Anehnya, meraka tidak canggung mengaku sebagai ulama, padahal ilmu dan perilakunya masih jauh dari kata sempurna. Seakan-akan, masyarakat kita begitu mudah menerima orang lain sebagai ulama ketika orang itu hanya cukup mengeluarkan satu atau dua ayat al-Quran dan hadis dalam pembicarannya. Bahkan, ketika orang mampu untuk menjadi imam shalat saja sudah dianggap ulama atau kyiai. Padahal kalau ditilik dari sisi keilmuannya, sangatlah cetek alias minim. Atau ketika ada orang yang pandai ngomong dalam artian ceramah, itu juga sudah dianggap ulama. Begitu murahnya lebel ulama diperjualbelikan, sampai-sampai orang bodoh saja bisa jadi ulama di negeri ini asal dia pintar ngomong.

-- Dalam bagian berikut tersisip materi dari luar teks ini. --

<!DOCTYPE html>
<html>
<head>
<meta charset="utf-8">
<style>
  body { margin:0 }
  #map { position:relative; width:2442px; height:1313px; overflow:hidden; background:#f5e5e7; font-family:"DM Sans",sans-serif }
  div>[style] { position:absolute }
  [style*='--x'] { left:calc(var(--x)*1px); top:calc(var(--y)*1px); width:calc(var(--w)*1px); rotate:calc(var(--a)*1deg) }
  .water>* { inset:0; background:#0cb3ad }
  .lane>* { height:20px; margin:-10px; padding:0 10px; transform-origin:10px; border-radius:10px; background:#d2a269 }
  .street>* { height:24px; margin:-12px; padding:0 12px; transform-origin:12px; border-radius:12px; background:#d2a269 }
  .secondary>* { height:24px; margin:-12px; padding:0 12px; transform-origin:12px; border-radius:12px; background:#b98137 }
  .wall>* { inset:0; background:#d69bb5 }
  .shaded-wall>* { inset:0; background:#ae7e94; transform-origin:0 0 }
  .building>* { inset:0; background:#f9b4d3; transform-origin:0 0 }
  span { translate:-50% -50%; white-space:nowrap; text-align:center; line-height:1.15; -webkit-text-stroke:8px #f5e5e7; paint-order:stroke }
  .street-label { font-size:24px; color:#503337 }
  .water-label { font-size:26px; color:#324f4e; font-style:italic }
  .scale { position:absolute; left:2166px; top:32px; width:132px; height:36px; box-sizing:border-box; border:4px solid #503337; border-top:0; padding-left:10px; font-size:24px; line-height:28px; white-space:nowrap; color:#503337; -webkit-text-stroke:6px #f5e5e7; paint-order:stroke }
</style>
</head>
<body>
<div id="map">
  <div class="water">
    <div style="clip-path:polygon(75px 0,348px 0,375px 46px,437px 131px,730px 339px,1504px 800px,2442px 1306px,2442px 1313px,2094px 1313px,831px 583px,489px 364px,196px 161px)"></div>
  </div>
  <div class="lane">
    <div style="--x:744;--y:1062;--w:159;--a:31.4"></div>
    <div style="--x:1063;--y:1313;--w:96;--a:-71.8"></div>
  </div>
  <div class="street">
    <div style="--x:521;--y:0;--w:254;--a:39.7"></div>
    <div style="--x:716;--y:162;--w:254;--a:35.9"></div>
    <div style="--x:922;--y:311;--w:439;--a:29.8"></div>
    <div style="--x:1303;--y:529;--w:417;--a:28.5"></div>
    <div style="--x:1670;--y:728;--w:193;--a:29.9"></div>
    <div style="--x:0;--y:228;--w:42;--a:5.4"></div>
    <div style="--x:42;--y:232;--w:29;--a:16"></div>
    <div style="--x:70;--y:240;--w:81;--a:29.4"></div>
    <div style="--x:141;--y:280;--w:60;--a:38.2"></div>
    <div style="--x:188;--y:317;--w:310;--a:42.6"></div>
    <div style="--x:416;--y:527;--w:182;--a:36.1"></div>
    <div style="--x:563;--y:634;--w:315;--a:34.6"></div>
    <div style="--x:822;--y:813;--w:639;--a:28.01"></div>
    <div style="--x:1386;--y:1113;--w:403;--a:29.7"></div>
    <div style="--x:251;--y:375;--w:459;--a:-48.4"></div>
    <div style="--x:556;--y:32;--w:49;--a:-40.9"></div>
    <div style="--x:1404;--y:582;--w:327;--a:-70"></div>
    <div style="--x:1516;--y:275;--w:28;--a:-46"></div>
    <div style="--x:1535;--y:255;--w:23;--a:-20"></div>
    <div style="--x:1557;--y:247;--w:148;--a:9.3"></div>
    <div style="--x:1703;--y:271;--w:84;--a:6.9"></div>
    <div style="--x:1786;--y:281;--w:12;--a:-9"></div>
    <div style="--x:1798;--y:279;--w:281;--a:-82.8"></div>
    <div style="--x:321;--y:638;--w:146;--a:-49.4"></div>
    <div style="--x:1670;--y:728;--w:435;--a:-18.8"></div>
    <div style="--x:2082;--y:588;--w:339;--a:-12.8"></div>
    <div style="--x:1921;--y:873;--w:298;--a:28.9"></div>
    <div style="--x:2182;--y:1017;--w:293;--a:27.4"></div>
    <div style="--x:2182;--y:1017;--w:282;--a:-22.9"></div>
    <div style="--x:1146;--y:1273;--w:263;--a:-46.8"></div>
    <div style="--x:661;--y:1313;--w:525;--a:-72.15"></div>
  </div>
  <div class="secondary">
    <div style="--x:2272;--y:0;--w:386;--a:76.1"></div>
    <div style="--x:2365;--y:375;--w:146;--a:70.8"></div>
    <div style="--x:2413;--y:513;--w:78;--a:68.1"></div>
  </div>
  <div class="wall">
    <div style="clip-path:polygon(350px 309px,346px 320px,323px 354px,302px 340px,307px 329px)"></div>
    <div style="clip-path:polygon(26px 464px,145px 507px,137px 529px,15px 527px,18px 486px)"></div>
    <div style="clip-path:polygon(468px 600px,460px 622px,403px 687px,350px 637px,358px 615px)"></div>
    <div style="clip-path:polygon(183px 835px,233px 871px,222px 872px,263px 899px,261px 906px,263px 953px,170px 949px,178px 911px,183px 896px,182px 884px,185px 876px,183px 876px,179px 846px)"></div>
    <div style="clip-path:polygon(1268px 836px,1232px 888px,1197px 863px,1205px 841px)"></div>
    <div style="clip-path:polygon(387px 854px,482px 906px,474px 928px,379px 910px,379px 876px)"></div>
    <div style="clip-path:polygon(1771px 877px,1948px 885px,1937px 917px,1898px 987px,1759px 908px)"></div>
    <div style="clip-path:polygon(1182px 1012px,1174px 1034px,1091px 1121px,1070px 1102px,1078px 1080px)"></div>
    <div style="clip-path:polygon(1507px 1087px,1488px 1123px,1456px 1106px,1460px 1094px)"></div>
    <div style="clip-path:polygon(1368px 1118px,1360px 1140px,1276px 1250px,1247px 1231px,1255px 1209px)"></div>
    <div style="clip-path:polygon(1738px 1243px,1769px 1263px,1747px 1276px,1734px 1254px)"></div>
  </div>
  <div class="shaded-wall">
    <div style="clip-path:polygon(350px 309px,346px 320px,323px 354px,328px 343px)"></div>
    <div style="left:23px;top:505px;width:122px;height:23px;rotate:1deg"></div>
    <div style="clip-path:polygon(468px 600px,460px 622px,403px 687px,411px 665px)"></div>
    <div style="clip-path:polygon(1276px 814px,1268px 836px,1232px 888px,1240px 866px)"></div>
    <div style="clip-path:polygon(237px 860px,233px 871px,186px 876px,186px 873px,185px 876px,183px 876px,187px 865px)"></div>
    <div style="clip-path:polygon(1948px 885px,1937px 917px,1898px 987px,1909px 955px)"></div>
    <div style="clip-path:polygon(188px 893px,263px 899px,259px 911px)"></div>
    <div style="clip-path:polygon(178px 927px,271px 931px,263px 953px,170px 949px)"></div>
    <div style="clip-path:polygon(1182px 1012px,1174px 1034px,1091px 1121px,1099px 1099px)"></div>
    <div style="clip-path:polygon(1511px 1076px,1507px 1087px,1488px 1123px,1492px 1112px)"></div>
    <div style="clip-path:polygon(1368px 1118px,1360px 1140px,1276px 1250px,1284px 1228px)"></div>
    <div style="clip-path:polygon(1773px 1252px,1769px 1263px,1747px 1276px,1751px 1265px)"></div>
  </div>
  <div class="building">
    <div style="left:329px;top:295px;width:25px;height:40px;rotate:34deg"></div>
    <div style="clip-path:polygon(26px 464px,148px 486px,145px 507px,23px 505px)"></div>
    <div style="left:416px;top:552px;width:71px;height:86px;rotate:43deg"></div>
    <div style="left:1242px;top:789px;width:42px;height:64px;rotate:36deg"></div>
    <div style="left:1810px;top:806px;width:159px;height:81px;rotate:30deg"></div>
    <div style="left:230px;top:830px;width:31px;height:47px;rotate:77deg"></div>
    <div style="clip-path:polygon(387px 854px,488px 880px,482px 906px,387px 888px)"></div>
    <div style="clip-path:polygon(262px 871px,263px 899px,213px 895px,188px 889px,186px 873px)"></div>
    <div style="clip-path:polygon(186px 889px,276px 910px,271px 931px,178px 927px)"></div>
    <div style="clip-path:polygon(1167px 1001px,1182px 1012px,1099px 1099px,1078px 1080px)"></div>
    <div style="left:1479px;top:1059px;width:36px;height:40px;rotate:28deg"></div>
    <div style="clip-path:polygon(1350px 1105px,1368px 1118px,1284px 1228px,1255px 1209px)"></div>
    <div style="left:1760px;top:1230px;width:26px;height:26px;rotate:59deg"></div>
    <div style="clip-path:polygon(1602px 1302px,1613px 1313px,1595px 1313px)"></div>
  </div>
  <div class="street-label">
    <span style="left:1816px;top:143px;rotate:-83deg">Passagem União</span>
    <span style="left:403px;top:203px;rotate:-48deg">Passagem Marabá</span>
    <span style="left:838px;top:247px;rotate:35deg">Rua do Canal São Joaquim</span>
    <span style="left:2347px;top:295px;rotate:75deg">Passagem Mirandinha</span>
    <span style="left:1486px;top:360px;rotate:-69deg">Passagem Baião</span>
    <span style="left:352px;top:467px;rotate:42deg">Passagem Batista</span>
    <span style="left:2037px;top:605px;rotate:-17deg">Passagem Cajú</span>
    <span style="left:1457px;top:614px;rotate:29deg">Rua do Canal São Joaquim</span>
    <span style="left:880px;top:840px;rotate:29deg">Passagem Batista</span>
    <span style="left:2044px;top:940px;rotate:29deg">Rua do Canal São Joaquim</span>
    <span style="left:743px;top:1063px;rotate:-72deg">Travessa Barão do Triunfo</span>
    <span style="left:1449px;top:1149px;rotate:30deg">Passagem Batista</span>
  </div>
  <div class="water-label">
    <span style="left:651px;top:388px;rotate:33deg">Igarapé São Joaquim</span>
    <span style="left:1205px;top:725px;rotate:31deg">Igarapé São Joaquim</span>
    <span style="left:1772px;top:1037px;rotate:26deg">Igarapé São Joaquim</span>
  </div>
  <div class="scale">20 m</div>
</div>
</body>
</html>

Selain itu, pembicara kedua dari tim pro juga mengemukakan pendapatnya bahwa, Di negara kita yang penduduknya mayoritas muslim, memang belum jelas betul siapa yang boleh dan layak diberi predikat ulama. Soalnya orang yang pandai bicara dan menghafal sejumlah ayat sudah bisa tampil sebagai ulama. Mereka mengajarkan Islam dengan pengetahuan keislaman yang dangkal atau bahkan dengan pemahaman yang salah kepada masyarakat luas. Selama ini semua orang dengan kualifikasi demikian bisa diberi predikat ulama. Soalnya di negara kita belum ada ketentuan perundangan tentang ulama, termasuk belum adanya lembaga sertifikasi ulama. Misalnya, banyak pelawak yang menjadi ulama, Mereka menjadi selebriti di televisi.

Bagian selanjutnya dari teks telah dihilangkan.